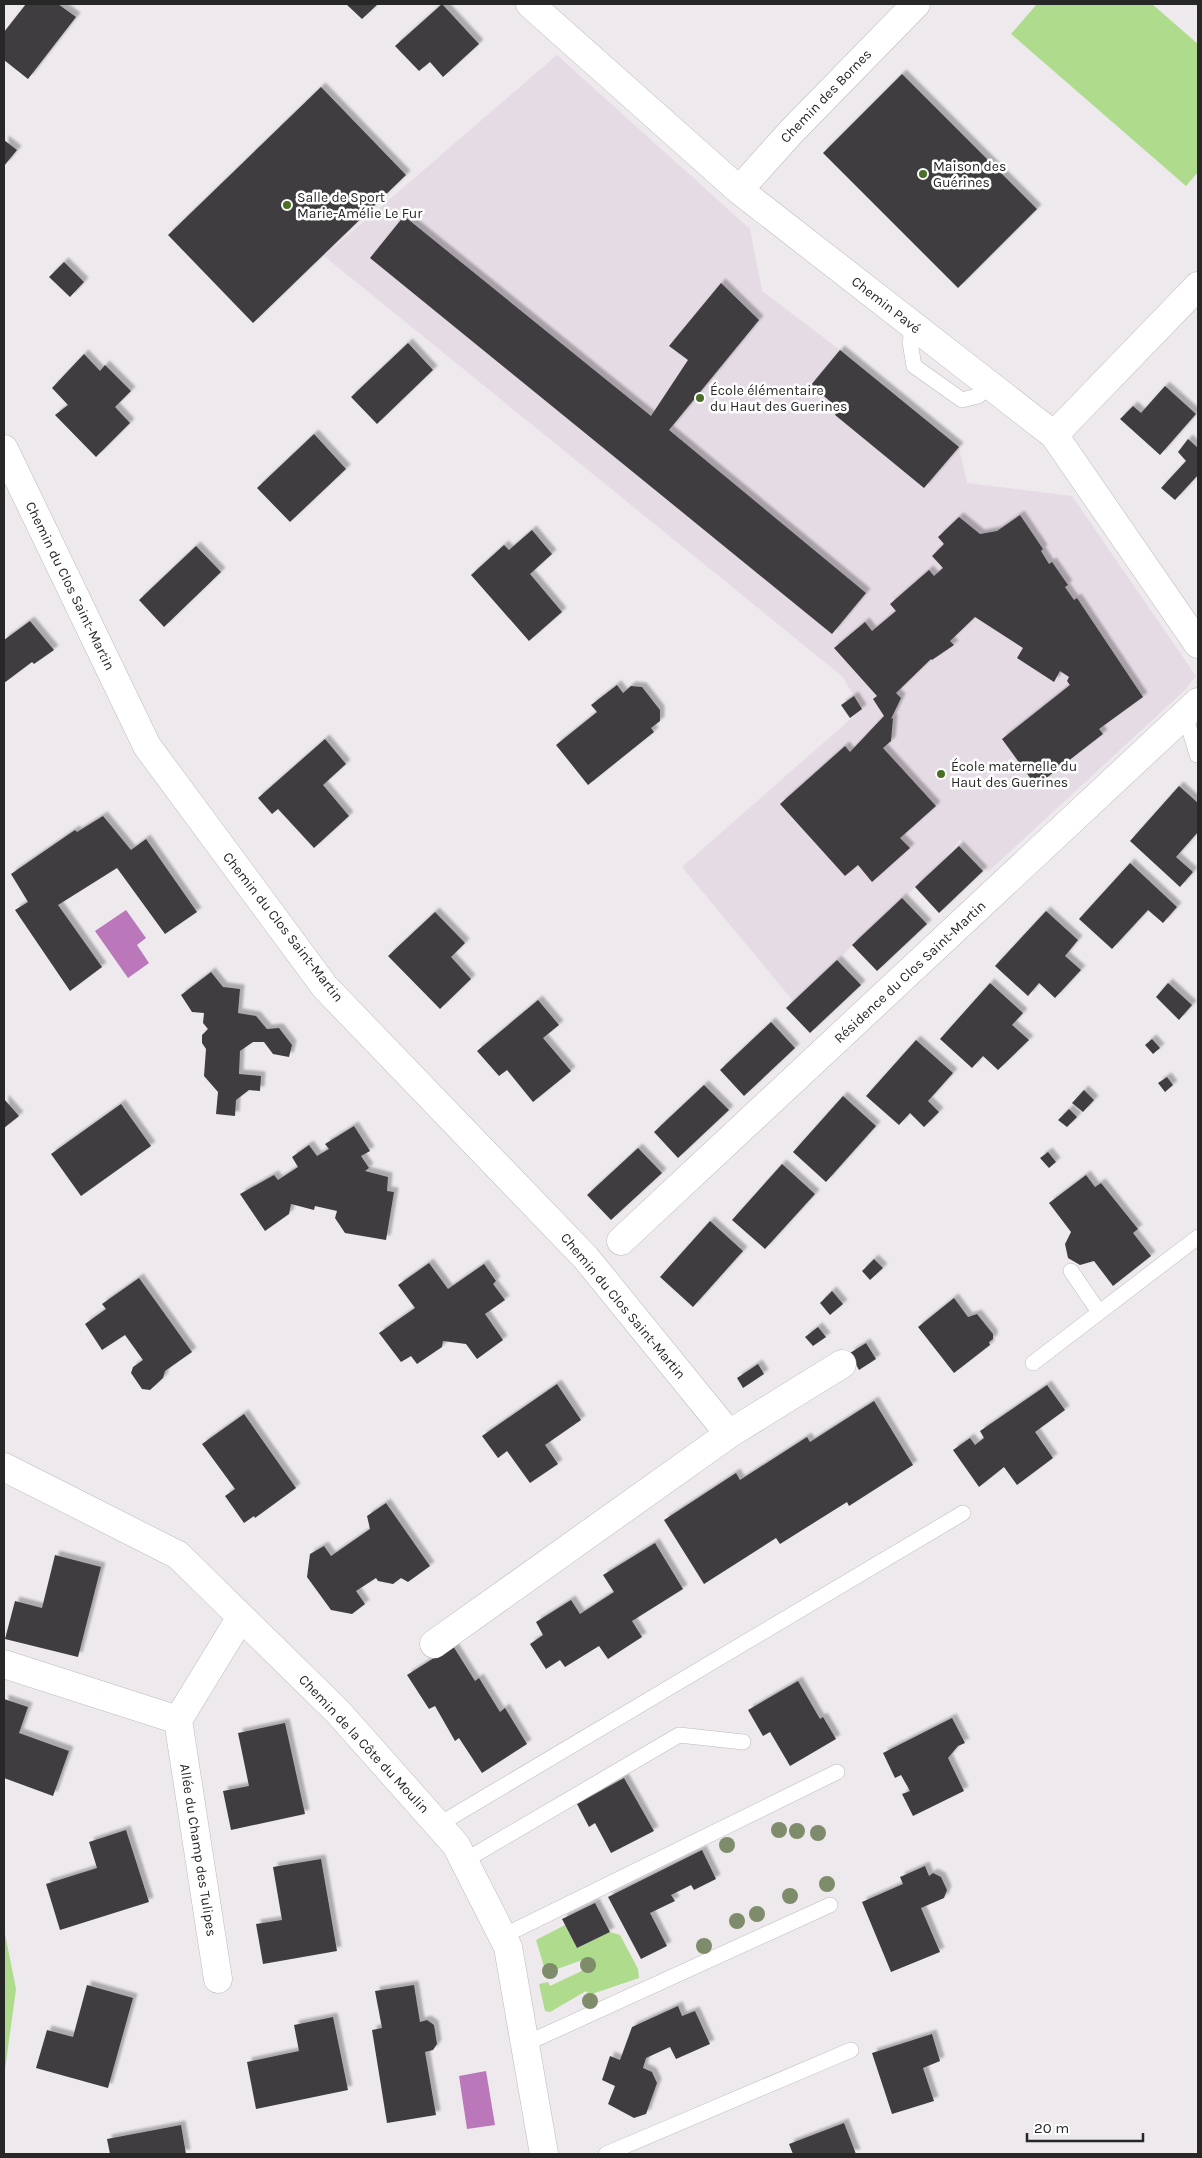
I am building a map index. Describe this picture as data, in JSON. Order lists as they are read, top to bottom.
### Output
{
  "streets": {
    "street": [
      "Chemin des Bornes",
      "Chemin Pavé",
      "Chemin du Clos Saint-Martin",
      "Résidence du Clos Saint-Martin",
      "Chemin de la Côte du Moulin",
      "Allée du Champ des Tulipes"
    ]
  },
  "crossings": [
    ["Chemin des Bornes", "Chemin Pavé"]
  ],
  "places": [
    "Maison des Guérines",
    "Salle de Sport Marie-Amélie Le Fur",
    "École élémentaire du Haut des Guerines",
    "École maternelle du Haut des Guerines"
  ],
  "scale_bar": "20 m"
}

-.-.-

TRY IT -
Exactly repeat the data above; the pictures do not belong in your copy.

YOUR SOLUTION -
I am building a map index. Describe this picture as data, in JSON. Order lists as they are read, top to bottom.
### Output
{
  "streets": {
    "street": [
      "Chemin des Bornes",
      "Chemin Pavé",
      "Chemin du Clos Saint-Martin",
      "Résidence du Clos Saint-Martin",
      "Chemin de la Côte du Moulin",
      "Allée du Champ des Tulipes"
    ]
  },
  "crossings": [
    ["Chemin des Bornes", "Chemin Pavé"]
  ],
  "places": [
    "Maison des Guérines",
    "Salle de Sport Marie-Amélie Le Fur",
    "École élémentaire du Haut des Guerines",
    "École maternelle du Haut des Guerines"
  ],
  "scale_bar": "20 m"
}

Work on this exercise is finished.